● Items from a data source
· · ·
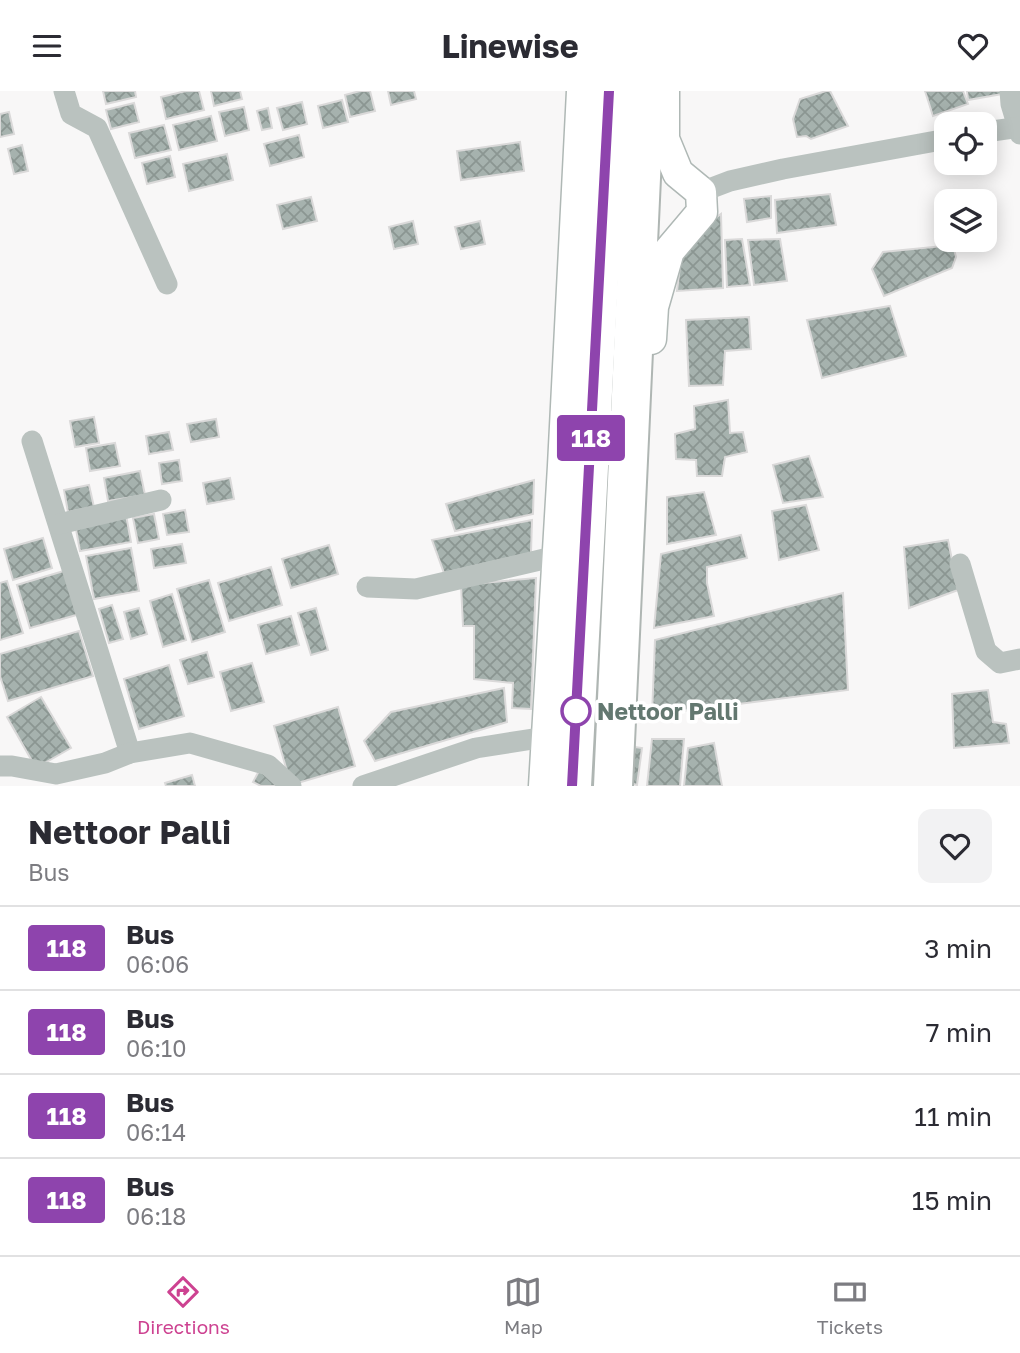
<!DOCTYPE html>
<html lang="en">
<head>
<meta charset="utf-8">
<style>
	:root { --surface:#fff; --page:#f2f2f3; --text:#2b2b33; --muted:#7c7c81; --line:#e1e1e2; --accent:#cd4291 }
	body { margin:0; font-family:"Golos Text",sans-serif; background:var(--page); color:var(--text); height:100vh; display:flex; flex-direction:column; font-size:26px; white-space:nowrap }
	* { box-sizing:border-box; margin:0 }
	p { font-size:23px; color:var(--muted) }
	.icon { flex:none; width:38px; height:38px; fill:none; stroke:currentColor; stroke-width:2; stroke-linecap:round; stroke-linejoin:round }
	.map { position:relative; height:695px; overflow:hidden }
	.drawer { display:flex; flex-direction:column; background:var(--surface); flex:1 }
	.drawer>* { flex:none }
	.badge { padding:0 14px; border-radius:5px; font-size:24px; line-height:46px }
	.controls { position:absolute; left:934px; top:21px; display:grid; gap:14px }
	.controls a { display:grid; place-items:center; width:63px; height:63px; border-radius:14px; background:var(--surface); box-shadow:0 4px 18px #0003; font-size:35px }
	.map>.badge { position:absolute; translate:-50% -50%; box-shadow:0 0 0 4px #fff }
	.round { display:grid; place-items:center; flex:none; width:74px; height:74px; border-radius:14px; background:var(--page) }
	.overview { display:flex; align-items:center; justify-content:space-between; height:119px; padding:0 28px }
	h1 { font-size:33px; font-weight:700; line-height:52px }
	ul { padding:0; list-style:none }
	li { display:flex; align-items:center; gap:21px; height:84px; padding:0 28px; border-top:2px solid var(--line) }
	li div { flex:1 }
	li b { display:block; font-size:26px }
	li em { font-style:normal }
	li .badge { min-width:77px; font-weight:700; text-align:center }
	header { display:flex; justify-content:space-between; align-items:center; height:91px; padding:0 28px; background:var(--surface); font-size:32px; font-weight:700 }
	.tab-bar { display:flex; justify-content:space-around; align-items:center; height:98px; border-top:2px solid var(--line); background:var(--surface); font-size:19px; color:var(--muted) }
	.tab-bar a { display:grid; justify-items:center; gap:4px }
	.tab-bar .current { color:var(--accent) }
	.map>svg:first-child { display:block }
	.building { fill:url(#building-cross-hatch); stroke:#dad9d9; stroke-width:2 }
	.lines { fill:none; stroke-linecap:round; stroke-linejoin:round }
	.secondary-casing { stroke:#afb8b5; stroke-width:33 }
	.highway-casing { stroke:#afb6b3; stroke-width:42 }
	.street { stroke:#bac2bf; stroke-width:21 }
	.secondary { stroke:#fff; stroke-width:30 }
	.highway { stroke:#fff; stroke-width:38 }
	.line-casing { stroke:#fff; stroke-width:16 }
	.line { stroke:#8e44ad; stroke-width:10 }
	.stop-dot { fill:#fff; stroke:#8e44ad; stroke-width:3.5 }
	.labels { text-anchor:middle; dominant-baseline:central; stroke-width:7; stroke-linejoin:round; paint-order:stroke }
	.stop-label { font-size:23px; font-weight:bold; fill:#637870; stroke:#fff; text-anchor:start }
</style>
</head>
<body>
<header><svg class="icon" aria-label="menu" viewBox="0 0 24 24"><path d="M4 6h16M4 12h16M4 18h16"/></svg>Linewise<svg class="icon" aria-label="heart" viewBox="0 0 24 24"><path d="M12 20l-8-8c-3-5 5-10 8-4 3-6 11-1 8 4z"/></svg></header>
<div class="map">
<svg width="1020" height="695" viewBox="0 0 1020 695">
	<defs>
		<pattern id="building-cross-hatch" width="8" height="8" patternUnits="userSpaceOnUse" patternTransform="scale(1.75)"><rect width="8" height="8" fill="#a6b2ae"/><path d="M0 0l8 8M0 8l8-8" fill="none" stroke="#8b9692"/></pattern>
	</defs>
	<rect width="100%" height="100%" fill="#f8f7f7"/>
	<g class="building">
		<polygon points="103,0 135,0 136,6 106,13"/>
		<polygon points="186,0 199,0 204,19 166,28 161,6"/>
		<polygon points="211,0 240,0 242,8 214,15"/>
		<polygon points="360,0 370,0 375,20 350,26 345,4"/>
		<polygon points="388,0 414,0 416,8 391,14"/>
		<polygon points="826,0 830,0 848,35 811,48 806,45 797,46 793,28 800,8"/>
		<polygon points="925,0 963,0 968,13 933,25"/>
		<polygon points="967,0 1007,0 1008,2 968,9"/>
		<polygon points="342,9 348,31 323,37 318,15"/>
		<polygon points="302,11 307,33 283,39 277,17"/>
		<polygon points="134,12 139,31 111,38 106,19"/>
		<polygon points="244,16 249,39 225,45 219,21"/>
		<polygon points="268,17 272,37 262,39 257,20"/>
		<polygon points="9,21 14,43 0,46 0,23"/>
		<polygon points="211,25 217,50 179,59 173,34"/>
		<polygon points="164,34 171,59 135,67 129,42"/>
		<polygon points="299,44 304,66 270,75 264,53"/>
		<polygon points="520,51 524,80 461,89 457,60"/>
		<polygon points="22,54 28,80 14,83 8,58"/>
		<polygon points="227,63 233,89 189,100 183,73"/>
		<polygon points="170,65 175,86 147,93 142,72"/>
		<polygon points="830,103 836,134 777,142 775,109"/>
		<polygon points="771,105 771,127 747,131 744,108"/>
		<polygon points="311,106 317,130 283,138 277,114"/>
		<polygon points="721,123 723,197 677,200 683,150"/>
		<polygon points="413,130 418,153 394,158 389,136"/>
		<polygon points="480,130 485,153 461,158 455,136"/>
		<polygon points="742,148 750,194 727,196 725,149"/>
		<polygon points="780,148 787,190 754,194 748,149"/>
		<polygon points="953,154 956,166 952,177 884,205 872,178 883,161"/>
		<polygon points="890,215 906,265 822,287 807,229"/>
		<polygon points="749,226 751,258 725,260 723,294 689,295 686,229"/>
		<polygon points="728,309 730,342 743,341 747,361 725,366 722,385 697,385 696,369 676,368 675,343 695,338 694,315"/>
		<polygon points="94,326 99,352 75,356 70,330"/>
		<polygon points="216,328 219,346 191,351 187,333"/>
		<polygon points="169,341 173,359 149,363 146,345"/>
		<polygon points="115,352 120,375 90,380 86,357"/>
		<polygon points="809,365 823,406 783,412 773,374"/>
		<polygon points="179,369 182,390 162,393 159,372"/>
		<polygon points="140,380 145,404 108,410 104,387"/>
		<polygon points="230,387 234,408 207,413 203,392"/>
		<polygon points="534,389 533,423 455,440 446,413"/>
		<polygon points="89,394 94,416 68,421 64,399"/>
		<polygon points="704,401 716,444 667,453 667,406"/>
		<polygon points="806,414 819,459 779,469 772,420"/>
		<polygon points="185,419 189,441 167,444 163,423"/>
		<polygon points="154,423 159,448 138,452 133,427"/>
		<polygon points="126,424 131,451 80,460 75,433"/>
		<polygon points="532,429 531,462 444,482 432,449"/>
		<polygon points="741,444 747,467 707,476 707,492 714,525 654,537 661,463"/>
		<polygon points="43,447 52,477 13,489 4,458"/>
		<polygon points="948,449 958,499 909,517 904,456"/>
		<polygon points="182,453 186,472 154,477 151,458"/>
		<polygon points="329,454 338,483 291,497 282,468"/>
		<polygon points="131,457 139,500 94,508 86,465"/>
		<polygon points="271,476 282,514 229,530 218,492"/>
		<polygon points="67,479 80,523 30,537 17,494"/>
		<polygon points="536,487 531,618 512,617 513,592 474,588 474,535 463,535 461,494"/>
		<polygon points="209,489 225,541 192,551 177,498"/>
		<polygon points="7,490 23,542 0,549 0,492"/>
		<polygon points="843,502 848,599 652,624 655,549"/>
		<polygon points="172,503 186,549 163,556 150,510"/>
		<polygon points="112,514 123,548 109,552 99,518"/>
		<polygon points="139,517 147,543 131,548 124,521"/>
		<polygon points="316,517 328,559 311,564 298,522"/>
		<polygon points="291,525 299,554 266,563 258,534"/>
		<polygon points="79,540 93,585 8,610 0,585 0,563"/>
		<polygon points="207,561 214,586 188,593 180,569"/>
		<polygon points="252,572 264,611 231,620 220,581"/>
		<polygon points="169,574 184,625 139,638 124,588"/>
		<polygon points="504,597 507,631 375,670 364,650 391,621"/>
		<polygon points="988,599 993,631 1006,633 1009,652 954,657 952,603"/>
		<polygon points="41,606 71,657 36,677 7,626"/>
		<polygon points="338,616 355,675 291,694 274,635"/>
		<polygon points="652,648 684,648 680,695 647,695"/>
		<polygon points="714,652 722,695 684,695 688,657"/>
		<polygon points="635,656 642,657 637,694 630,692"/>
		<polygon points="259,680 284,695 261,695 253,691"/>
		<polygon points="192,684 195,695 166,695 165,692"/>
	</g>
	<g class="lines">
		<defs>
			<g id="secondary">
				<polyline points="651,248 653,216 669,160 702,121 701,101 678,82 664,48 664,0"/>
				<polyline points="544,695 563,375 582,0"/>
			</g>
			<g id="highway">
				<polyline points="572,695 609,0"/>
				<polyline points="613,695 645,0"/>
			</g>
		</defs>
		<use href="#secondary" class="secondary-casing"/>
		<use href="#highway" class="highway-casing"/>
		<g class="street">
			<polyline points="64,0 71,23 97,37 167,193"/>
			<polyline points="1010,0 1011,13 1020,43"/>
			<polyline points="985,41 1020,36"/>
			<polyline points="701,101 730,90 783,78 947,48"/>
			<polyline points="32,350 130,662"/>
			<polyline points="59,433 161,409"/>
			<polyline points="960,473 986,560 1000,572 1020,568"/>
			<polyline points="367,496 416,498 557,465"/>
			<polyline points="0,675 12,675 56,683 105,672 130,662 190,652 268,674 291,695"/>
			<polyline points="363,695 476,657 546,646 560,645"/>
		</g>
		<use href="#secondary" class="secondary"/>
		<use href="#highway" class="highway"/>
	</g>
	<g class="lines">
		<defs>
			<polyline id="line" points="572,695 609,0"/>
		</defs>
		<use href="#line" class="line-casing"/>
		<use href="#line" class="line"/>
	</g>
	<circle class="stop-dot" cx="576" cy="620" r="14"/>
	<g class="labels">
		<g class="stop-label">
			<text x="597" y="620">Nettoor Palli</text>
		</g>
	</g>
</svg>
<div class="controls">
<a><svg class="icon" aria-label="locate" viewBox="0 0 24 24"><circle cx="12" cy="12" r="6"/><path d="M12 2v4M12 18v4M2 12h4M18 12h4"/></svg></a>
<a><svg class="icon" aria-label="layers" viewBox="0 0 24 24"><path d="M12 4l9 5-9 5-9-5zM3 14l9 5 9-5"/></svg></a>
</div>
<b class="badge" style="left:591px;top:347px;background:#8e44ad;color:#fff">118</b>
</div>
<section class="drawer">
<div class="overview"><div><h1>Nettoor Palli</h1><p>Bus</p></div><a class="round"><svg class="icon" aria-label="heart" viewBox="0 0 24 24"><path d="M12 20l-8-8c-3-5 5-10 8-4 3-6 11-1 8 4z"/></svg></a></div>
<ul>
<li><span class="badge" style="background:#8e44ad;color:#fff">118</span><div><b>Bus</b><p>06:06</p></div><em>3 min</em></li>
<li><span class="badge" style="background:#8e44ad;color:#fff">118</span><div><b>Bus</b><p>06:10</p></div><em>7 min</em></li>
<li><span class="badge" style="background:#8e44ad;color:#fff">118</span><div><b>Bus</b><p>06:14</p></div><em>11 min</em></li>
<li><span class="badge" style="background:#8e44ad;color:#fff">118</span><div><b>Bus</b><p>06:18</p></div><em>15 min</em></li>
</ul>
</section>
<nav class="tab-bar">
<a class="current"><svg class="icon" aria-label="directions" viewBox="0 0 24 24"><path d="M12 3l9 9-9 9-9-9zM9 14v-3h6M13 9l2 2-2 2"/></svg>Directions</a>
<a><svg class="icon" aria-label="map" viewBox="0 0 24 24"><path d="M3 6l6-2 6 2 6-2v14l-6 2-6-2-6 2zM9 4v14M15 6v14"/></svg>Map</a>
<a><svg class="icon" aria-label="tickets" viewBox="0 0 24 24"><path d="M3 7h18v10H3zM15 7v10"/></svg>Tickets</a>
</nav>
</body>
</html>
· · ·
● DIRECTIONS
What lines above hold the word "column"? List them all.

● THE ANSWER
	body { margin:0; font-family:"Golos Text",sans-serif; background:var(--page); color:var(--text); height:100vh; display:flex; flex-direction:column; font-size:26px; white-space:nowrap }
	.drawer { display:flex; flex-direction:column; background:var(--surface); flex:1 }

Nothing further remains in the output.